Collected data:
....................

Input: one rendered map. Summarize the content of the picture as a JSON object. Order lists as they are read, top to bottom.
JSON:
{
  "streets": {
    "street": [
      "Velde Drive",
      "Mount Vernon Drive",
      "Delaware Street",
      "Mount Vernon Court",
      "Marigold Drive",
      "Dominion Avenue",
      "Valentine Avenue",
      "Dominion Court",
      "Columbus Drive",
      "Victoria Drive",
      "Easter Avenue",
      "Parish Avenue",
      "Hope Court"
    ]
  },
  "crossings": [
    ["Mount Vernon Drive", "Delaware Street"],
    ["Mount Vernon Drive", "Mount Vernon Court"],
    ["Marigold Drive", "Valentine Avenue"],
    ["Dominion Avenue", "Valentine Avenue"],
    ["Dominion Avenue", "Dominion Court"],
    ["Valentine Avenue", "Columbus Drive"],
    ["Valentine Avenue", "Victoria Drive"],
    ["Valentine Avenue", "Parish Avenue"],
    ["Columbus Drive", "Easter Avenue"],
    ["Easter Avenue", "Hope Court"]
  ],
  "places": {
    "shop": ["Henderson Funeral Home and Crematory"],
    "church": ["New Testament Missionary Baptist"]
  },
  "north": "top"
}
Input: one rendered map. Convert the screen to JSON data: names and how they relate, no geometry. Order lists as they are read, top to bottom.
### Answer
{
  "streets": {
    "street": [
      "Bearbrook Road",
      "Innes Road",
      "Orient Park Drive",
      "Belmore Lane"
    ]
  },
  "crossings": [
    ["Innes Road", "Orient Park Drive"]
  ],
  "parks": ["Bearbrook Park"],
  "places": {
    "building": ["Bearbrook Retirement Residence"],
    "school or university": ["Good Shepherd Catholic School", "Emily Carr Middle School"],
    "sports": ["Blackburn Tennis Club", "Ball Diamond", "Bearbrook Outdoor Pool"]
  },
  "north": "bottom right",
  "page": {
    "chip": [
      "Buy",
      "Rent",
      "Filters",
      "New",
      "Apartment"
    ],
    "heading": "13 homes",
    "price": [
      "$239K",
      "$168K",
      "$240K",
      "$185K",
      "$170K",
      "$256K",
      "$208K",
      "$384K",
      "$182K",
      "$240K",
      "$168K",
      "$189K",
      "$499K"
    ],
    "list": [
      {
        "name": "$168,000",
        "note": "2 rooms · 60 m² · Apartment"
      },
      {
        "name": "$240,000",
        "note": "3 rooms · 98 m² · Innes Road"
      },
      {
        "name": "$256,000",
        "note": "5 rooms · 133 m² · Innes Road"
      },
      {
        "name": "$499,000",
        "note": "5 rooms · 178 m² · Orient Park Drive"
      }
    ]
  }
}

....................

Assigned task :: Each line in which the string "Hope" is found must be copied from the data.

Result of the task ::
      "Hope Court"
    ["Easter Avenue", "Hope Court"]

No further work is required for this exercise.